The British government has announced plans to make the UK energy system smarter and to reduce costs for consumers. At the heart of the programme there are batteries to store electricity generated with renewables, smart meters to better manage energy usage, as well as measures to facilitate new entrants in the market. The plan is estimated to deliver savings between £17bn and £40bn by 2050.

The package launched on 24 July includes new rules on licensing, planning, connections and charging that should make it easier for homes and businesses to install batteries alongside PV panels.

The roll-out of smart meters, which started with the previous government, will also continue. The aim is to give households and businesses more control over their energy use (and bills).

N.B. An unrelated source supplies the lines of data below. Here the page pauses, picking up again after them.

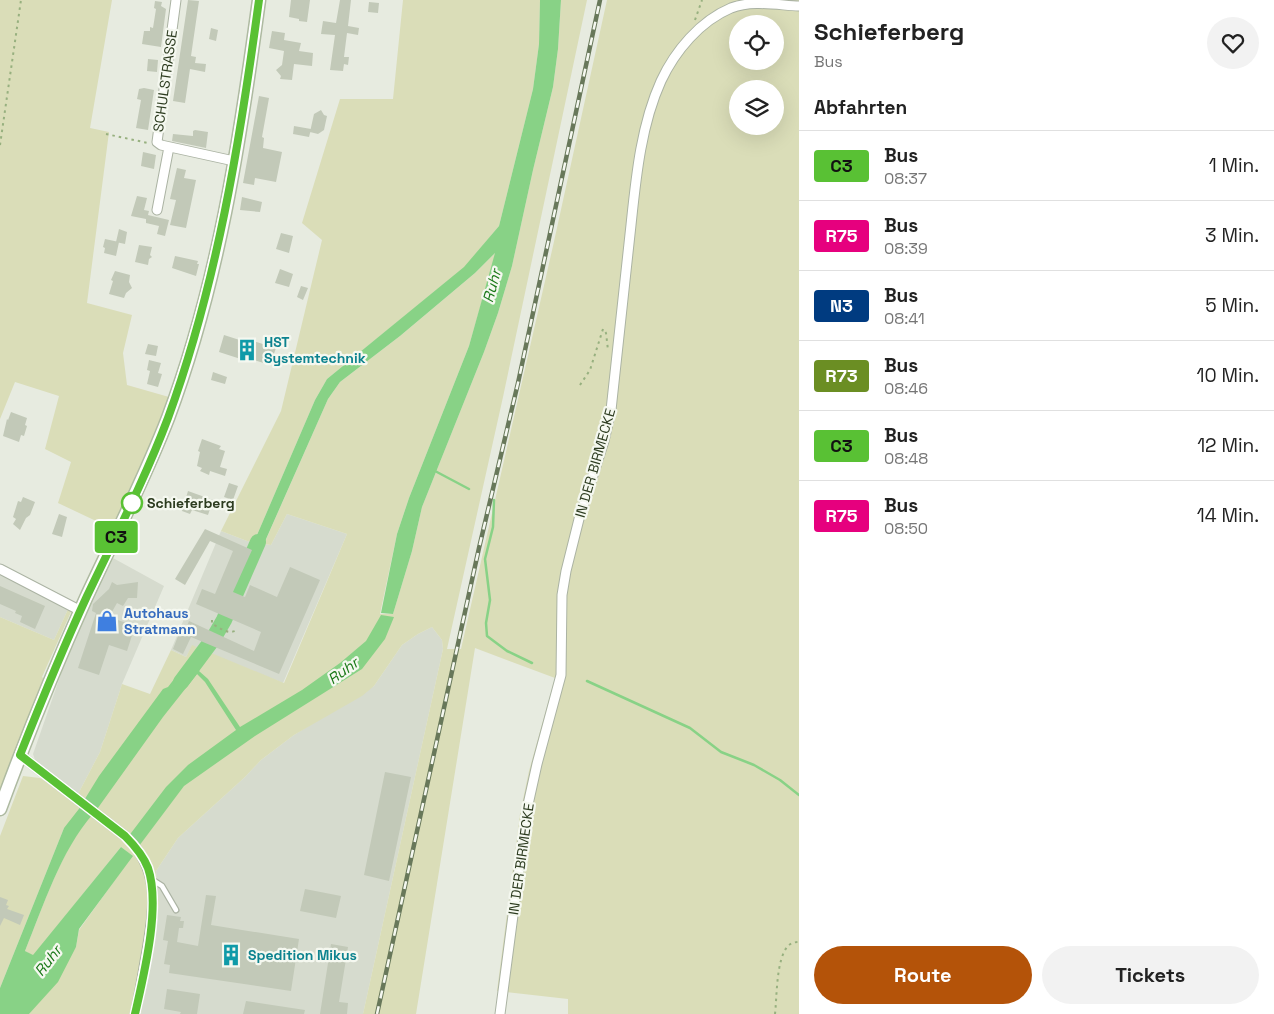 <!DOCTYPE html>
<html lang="de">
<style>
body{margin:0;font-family:"Space Grotesk",sans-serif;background:#f2f2f2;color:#222;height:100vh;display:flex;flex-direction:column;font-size:19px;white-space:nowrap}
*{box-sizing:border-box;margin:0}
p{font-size:16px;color:#767676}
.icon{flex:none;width:28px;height:28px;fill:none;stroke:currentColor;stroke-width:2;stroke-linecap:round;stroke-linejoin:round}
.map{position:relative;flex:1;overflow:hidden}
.side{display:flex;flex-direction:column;background:#fff;width:475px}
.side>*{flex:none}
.badge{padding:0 10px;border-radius:4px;font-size:18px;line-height:32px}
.controls{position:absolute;left:729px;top:15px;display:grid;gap:10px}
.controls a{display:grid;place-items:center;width:55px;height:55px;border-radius:50%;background:#fff;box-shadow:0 5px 20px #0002;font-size:25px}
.map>.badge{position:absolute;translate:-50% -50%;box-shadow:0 0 0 2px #fff}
h2{padding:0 15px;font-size:19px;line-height:45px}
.round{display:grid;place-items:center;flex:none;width:52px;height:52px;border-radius:26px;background:#f2f2f2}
.overview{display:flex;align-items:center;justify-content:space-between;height:85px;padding:0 15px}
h1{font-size:24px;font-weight:700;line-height:38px}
.button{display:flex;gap:10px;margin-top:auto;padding:10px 15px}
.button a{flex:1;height:58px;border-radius:30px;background:#b45309;color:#fff;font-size:20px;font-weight:700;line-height:58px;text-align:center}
.button a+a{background:#f2f2f2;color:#222}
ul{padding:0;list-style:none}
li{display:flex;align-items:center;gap:15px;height:70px;padding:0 15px;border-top:1px solid #e0e0e0}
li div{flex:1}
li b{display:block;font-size:19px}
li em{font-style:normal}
li .badge{min-width:55px;font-weight:700;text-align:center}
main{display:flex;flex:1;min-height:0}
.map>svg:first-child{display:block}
</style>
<main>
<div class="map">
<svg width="799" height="1014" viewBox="0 0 799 1014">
<rect width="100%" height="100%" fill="#e7ebe0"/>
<path fill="#d6dbce" d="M287,514L347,534L283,683L192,646L186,657L171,650L221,531L247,541L254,542L248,561L255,564L264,544L271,545Z
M113,558L164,586L122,684L100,752L78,794L36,763L33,754L83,611Z
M0,573L69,607L54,640L0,617Z
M432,627L442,640L443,649L363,1014H141L159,904L156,871L178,838L245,777L261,760L294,735L374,686L402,645L418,634Z"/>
<path fill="#daddb8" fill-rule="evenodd" d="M0,0H112L90,128L109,132L87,303L132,315L123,353L127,385L169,397L144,466L113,529L58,503L71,462L45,449L59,396L15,382L0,419Z
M403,0H540L539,44L533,89L499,226L465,267L327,379L315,400L254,542L247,541L221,531L281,411L322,240L302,223L340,99H393Z
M561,0H587L503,397L447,649H461L553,246L607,0H799V1014H568V999L497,991L520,814L529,771L555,678L475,648L416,1014H363L443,649L442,640L432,627L418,634L402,645L374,686L362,696L294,735L261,760L245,777L178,838L156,871L159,904L141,1014H29L76,947L79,930L132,856L121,847L33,956L25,951C43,907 61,850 92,814L64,828L0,988V836L23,776L40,778L70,796L99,815L78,794L100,752L122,684L150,694L171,650L186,657L192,645L284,683L347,534L287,514L271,545L264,544L328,399L340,382L400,336L475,273L496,252L469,346L409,498L397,534L380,614H393L412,551L422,507L484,352L498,313L512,266L533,170L553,87L558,49ZM738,24H775V61H738ZM738,89H775V126H738Z
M69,607L71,612L42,677L44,679L0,792V617L54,640Z"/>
<path fill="#88d286" d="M540,0H561L558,49L553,87L533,170L512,266L498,313L484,352L422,507L412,551L393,614L381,613L397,534L409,498L469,346L495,253L475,273L400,336L340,382L328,399L255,564L248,561L254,542L315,400L327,379L464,267L499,226L533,89L539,44Z
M381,615L394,617L385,639L362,669L255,736L184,786L139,846L128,837L166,787L188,765L236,730L205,682L197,674L163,717L95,812L83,802L99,776L163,689L168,687L188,661L200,669L199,671L208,679L240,727L302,690L340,663L366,641Z
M82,805L93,814C61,850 43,907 25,951L33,955L121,847L133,856L79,929L76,947L58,982L29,1014H0V988L64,828Z"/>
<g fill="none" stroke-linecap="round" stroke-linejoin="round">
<path stroke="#88d286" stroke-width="2.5" d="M435,471L469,489
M494,500L493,527L485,559L490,600L486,623L487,636L507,651L532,663
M587,681L690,728L721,752L754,765L780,780L799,795"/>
<path stroke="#88d286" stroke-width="16" d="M181,682L213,639L224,620L258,542"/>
</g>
<path fill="#c2c9b8" d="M188,0L199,1L191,56L196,57L195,63L206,64L205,72L190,69L185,103L173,101Z
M291,0H310L307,22L299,21V19L289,17Z
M340,0H351L348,26L359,28L358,35L347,33L344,57H349L348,65L344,64L343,71L330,70L335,35L321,34L323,21L336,23Z
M155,1L162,2L161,6L166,9L161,47L142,44L144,31H150V27L153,28L156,9L154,8Z
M369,2L379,3L378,13L368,12Z
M211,28L218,30L216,41L209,39Z
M272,31L285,33L284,40L301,43L299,51L313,53L312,66L294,64L292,80L280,79L281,76L276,70L282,65L284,51L269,48Z
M148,59L158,60L157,72L147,71Z
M144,88L154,90L148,130L136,128L141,100L137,99L139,89Z
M259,96L269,98L262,137L264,138L263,148L282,152L276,182L255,178L254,185L243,183Z
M321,110L324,115L327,116L324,130L318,134L310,132L314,114Z
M294,126L311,129L309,137L293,134Z
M195,130L208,132L206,148L172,141L173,134L193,136V131Z
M143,152L156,155L154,169L141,166Z
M177,168L186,170L184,178L196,180L186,228L170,225L176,200L170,199Z
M137,196L147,198L144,210L149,211L148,215L169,220L165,236L157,234L159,226L146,223V219L131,216Z
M242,197L262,202L260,212L240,210Z
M119,229L127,232L125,244L116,242Z
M281,233L293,236L289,253L276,249Z
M105,239L119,242L116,256L104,253L105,248L103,247Z
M139,245L152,247L150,255L152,257L149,259L148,265L135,262Z
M175,256L198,261L197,264H199L196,276L172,268Z
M280,269L293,274L289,287L275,283Z
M115,271L130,275L129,282L132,288L126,293L124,298L109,294L113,281L111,280Z
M301,286L308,288L303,300L297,297Z
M224,335L252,344L253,341L276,348L270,365L251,359L250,362L219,352Z
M148,344L158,346L156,356L145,354Z
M149,360L161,363L158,373L162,374L158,387L147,384L150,371L147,370Z
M213,372L227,377L225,384L211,380Z
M11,412L27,418L25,425L27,426L24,436L21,435L19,442L3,436L7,419L8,420Z
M202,439L221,446L219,449L225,451L220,467L227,469L225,476L210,471L209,475L200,471L202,468L197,466L200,452L198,451Z
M229,483L238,486L233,500L224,497Z
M188,491L213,500L208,515L192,510L190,514L182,511Z
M23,497L35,502L30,515L26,518L20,530L13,524L16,519L13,517L18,501L21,502Z
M59,514L67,517L62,537L52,534Z
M205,529L252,550L233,592L245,597L250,585L277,597L290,567L320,580L279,674L191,637L183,654L173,649L180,631L184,633L189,621L254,651L261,632L196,604L202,589L215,594L233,551L210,541L185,585L175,579Z
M112,582L117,585L138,582L137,598H128L123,606L117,603L109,617L135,626L127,651L109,645L99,675L78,668L96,613L92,611L93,604L109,589Z
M0,586L45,606L35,629L20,622L22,616L15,613L16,611L0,604Z
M385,772L411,777L389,881L364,875Z
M305,889L341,896L336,918L300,911Z
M206,895L216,896L211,925L299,939L291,991L169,973L170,965L164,964L168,941L163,940L167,915L181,917L180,921H184L183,928H179L177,942L198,946Z
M0,897L8,900L6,905L9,906L7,909L24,915L20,925L4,918L0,926Z
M331,944L348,947L339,1002L348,1003L347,1014H320Z
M167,989L200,994L197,1014H180L181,1012L164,1009Z
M246,1001L305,1010L304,1014H243Z"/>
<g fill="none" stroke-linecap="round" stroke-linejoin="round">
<g stroke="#abb3a3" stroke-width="7">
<path id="lane" d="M151,879L162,886L176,910"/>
</g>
<g stroke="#abb3a3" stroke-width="11">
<path id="street" d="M176,0L157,142L161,145L234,161
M157,210L169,147
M0,569L81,611
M20,755L125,836C161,869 154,907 147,950C143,972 140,993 135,1014
M500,1014L527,809L537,764L561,675L562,595L566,571L579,519L604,441L611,410C618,348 624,287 631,225C636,177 641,125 661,81C675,51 700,21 731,8C752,0 777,5 799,6"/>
</g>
<g stroke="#aebaa1" stroke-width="15">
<path id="secondary" d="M0,809C26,738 55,667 86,598C114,538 144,480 168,418C218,285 240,141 259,0"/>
</g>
<path stroke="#97b07f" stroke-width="2" stroke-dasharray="2.5 4" stroke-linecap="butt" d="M695,20L702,0
M106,134L148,143
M0,145L21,0
M580,385L590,370L603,329L606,333L608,350
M212,620V624C221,628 226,634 235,631
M775,1014C777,997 776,959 788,946C791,943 795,942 799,942"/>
<use href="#lane" stroke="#fff" stroke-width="4.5"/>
<use href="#street" stroke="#fff" stroke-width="9"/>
<use href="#secondary" stroke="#fff" stroke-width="12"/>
<g stroke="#68785a" stroke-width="4.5">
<path id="rail" d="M377,1014L479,548L518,383L600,0"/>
</g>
<use href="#rail" stroke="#f5f8f0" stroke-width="2.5" stroke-dasharray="8" stroke-linecap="butt"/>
</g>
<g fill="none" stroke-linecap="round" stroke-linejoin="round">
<g stroke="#fff" stroke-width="11">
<path id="line" d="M135,1014C144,974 161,906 148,868C143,855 134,845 125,836L20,755C41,702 63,648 87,596C115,537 145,479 168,418C217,284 240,141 259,0"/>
</g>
<use href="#line" stroke="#59c134" stroke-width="8"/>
</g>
<defs>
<g id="building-bare" transform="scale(1.725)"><path d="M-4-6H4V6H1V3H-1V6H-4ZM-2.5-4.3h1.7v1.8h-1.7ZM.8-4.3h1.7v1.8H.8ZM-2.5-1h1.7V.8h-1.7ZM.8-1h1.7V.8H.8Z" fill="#0f9aa8" stroke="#f5f8f0" stroke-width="2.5" paint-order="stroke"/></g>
<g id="shop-bare" transform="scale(1.725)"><path d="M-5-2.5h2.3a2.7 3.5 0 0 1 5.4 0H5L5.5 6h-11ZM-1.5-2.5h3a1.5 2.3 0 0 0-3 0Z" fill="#3f7fe0" stroke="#f5f8f0" stroke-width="2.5" paint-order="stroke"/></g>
</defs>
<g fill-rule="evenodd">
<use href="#building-bare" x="247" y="350"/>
<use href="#shop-bare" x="107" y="621"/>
<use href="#building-bare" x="231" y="955"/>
</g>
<circle fill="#fff" stroke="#59c134" stroke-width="2.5" cx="132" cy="503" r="10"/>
<g text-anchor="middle" stroke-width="4.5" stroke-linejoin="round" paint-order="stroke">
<g font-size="14" fill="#2d3c20" stroke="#f5f8f0">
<text transform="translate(165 81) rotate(-82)" y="5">SCHULSTRASSE</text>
<text transform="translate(595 463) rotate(-74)" y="5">IN DER BIRMECKE</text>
<text transform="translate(521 859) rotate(-82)" y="5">IN DER BIRMECKE</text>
</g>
<g font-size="14" font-weight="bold" fill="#0d838f" stroke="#f5f8f0" text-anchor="start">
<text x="264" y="347">HST<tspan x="264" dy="16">Systemtechnik</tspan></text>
<text x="248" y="960">Spedition Mikus</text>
</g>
<g font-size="14" font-weight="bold" fill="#2d3c20" stroke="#f5f8f0" text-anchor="start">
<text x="147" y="508">Schieferberg</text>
</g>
<g font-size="14" font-weight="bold" fill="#366cbe" stroke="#f5f8f0" text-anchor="start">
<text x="124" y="618">Autohaus<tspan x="124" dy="16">Stratmann</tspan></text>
</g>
<g font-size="15" font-style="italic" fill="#1b7919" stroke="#f5f8f0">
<text transform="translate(492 286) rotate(-75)" y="5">Ruhr</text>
<text transform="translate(343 671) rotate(-36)" y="5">Ruhr</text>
<text transform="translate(48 961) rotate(-52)" y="5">Ruhr</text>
</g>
</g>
</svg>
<div class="controls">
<a><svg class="icon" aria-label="locate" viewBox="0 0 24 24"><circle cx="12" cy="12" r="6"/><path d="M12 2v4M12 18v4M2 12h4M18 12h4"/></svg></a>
<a><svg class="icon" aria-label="layers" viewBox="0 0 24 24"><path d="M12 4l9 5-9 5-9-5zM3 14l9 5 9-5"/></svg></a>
</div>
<b class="badge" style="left:116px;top:537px;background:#59c134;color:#111">C3</b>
</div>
<section class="side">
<div class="overview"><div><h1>Schieferberg</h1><p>Bus</p></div><a class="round"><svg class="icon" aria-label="heart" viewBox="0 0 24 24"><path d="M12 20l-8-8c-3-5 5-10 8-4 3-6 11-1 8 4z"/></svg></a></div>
<h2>Abfahrten</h2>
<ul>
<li><span class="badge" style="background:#59c134;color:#111">C3</span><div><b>Bus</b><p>08:37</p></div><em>1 Min.</em></li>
<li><span class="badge" style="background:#e6007e;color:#fff">R75</span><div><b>Bus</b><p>08:39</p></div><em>3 Min.</em></li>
<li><span class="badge" style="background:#003b80;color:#fff">N3</span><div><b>Bus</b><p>08:41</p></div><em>5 Min.</em></li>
<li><span class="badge" style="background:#6b8e23;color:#fff">R73</span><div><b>Bus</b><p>08:46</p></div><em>10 Min.</em></li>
<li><span class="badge" style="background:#59c134;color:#111">C3</span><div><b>Bus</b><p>08:48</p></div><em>12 Min.</em></li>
<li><span class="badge" style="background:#e6007e;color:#fff">R75</span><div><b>Bus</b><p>08:50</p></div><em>14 Min.</em></li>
</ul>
<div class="button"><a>Route</a><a>Tickets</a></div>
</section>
</main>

Over a quarter of the UK’s electricity is generated through renewables such as wind and solar, so the combination of storage and smart meters should allow a better management of peaks in production. “We are empowering consumers by ensuring households and businesses can use energy when it is cheapest, and reward them for being flexible on when they use energy,” says the paper.

Finally, the plan includes measures to improve access to the energy markets for smart businesses with new innovative products and services.

“Upgrading our energy system to make sure it is fit for the future is a key part of our Industrial Strategy. A smarter energy system will create opportunities to reduce energy costs, increase productivity and put UK businesses in a leading position to export smart energy technology and services to the rest of the world,” said Business and Energy Secretary Greg Clark.

“Today is the starting gun for the UK to become the world-leader in innovative battery storage technologies,” commented Emma Pinchbeck, Executive Director of trade association RenewablesUK. More caution came from the Solar Trade Association: “Today’s announcements are a start but there is a lot to do and a clearer timetable is needed,” said Chris Hewett.

As part of the industrial strategy, the government is investing £246 million in the development of disruptive technologies, including designing and manufacturing better batteries for electric vehicles.

Within this initiative, the Department for Business, Energy and Industrial Strategy (BEIS) and Innovate UK announced on 25 July the “Faraday Challenge,” a competition for collaborative research and development projects for new battery technologies. Up to £30 million are available for the competition, and another £10 million for feasibility studies. The deadline for applications is 14 September 2017.